Exercise goal: Once the line containing "display:grid; place-items:center; width:60px;" has been printed, stop; print every line before it exactly, starting at the top of the material below.

Data for analysis:

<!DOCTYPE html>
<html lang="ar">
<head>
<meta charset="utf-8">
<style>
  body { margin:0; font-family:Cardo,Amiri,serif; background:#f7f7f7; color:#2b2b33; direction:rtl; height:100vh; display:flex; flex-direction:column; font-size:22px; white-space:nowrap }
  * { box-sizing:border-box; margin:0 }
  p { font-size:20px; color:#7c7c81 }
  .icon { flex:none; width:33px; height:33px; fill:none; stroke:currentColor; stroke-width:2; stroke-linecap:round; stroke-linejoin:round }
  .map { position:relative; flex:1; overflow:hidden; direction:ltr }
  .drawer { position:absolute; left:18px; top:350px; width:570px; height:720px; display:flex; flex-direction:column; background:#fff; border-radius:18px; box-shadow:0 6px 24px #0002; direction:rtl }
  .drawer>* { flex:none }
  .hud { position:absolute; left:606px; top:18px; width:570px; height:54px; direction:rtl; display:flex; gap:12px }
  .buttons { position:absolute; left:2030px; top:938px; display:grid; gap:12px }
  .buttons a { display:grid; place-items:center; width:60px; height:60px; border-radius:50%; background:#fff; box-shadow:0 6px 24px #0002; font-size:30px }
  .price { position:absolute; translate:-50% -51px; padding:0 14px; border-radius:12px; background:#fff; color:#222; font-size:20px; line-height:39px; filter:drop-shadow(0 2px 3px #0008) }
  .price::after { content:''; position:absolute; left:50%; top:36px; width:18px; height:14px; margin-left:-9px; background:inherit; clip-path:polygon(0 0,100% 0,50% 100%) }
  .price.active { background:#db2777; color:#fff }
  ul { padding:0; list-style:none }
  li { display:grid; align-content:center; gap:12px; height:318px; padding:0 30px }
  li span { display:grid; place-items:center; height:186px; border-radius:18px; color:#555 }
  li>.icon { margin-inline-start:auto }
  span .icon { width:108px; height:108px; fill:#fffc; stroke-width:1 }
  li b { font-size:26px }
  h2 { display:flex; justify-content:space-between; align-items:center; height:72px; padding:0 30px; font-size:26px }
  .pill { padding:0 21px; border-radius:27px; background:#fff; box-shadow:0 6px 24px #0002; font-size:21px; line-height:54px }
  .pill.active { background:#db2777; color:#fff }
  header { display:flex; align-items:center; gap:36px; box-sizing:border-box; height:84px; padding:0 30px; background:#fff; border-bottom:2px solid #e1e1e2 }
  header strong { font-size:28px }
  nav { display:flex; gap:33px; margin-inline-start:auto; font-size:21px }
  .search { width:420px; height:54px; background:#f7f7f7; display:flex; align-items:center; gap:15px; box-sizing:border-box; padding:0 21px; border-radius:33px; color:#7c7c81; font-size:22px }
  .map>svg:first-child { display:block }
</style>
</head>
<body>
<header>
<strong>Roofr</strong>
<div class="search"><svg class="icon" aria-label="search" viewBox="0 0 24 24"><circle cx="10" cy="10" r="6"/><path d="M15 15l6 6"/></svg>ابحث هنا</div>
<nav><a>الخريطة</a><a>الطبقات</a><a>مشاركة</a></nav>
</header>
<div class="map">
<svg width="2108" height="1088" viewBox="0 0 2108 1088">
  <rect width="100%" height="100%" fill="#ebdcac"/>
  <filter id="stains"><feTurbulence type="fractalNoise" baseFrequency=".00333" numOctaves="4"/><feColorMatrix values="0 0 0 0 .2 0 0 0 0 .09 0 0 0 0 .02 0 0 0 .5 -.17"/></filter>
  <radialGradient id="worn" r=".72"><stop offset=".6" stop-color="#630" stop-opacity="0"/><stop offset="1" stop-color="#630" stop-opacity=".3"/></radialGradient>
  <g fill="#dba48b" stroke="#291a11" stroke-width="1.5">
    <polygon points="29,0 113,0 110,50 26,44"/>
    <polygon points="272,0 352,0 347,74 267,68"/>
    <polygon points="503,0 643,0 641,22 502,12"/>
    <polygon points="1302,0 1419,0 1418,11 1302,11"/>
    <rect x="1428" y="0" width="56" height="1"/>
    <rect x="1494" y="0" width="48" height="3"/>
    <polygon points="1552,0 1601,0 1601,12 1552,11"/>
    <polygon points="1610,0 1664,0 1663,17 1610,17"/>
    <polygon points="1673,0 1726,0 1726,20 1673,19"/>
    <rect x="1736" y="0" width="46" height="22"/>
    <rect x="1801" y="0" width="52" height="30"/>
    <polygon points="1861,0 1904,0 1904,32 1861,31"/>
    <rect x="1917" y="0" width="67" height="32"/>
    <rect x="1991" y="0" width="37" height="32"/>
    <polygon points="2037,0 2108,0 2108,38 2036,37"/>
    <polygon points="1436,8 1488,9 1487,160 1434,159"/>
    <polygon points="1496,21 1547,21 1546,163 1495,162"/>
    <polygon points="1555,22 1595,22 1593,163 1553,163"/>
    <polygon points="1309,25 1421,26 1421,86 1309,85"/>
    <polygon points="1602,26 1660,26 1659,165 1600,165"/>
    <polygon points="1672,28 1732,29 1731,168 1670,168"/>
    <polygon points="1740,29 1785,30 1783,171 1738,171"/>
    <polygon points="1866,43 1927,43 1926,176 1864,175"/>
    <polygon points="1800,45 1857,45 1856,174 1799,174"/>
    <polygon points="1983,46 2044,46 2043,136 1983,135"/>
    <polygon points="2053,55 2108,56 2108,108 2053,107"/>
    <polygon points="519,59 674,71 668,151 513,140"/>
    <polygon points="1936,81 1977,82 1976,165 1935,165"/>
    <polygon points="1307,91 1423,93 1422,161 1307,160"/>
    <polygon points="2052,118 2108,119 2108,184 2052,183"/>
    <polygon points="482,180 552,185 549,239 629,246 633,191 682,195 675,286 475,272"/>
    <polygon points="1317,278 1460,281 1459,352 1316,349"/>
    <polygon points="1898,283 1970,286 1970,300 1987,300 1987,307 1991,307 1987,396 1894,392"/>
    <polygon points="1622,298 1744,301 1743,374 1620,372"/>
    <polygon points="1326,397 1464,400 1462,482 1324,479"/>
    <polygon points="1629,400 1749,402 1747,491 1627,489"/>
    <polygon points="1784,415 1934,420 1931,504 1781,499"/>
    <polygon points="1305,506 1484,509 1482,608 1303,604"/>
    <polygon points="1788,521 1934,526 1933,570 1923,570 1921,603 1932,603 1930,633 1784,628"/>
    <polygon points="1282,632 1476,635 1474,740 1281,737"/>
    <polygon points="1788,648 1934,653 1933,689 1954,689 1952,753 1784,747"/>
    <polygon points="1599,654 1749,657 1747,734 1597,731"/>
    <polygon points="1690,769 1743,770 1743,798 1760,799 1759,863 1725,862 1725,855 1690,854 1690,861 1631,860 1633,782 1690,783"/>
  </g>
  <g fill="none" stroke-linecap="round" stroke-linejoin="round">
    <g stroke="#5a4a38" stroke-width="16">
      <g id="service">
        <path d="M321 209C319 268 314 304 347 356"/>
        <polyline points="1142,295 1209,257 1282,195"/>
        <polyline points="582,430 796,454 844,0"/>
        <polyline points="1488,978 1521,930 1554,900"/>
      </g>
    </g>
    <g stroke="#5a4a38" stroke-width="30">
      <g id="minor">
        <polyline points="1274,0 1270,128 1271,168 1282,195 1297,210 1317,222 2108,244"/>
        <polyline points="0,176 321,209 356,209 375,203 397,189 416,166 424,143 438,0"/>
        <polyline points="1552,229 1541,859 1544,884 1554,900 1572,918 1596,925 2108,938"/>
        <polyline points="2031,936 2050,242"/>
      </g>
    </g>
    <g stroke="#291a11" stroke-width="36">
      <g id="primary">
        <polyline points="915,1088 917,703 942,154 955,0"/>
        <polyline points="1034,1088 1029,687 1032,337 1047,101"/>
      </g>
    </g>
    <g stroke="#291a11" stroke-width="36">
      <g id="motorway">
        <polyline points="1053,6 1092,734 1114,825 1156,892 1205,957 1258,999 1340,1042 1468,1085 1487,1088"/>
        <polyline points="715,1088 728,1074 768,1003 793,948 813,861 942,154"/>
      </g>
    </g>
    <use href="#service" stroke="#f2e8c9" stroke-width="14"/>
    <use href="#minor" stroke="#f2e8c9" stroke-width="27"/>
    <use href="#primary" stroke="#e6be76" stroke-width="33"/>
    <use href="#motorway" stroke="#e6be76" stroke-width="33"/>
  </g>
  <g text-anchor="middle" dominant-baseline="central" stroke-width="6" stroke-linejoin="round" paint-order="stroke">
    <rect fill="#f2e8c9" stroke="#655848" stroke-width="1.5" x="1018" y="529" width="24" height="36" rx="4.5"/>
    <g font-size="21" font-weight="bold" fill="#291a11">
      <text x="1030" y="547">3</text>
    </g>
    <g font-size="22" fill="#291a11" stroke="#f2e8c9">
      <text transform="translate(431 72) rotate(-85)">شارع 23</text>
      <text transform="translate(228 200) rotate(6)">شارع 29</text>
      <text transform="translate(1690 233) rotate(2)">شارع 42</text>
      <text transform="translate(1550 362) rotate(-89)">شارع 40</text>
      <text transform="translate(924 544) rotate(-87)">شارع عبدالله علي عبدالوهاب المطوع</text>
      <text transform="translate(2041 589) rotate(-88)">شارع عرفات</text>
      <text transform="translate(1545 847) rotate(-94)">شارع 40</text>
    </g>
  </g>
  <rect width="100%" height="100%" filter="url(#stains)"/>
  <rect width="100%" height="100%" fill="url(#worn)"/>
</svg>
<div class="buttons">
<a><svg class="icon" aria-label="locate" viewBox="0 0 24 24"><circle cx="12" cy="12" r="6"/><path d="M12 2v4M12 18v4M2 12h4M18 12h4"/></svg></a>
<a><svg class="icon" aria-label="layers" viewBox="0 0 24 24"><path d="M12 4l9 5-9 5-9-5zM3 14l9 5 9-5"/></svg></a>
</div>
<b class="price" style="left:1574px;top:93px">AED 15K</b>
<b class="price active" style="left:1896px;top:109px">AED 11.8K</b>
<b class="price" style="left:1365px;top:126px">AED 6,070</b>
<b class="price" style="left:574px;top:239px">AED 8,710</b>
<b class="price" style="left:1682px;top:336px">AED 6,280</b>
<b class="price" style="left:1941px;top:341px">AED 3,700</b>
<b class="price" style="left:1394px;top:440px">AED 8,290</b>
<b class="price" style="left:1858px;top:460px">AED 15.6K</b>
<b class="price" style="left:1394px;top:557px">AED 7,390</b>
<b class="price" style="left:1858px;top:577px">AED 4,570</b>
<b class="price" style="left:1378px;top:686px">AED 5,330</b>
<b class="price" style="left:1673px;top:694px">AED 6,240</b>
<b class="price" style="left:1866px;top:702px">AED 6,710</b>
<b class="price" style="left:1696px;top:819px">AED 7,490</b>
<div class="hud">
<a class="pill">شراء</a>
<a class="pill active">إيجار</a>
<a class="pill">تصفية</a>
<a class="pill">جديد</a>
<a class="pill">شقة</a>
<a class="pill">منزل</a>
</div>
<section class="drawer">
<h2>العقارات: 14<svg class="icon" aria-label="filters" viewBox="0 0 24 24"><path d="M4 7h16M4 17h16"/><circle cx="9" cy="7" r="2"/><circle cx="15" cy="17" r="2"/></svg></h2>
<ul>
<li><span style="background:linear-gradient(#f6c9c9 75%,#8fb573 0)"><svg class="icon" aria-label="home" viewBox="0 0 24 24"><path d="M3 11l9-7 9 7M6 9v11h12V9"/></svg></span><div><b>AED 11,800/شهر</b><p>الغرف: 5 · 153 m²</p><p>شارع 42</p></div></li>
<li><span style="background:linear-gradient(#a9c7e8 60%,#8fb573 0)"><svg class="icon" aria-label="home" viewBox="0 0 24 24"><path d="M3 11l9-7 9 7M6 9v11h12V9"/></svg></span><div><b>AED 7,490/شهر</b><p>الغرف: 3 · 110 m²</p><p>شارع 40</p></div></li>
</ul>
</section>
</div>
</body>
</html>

Solution for this exercise:
<!DOCTYPE html>
<html lang="ar">
<head>
<meta charset="utf-8">
<style>
  body { margin:0; font-family:Cardo,Amiri,serif; background:#f7f7f7; color:#2b2b33; direction:rtl; height:100vh; display:flex; flex-direction:column; font-size:22px; white-space:nowrap }
  * { box-sizing:border-box; margin:0 }
  p { font-size:20px; color:#7c7c81 }
  .icon { flex:none; width:33px; height:33px; fill:none; stroke:currentColor; stroke-width:2; stroke-linecap:round; stroke-linejoin:round }
  .map { position:relative; flex:1; overflow:hidden; direction:ltr }
  .drawer { position:absolute; left:18px; top:350px; width:570px; height:720px; display:flex; flex-direction:column; background:#fff; border-radius:18px; box-shadow:0 6px 24px #0002; direction:rtl }
  .drawer>* { flex:none }
  .hud { position:absolute; left:606px; top:18px; width:570px; height:54px; direction:rtl; display:flex; gap:12px }
  .buttons { position:absolute; left:2030px; top:938px; display:grid; gap:12px }
  .buttons a { display:grid; place-items:center; width:60px; height:60px; border-radius:50%; background:#fff; box-shadow:0 6px 24px #0002; font-size:30px }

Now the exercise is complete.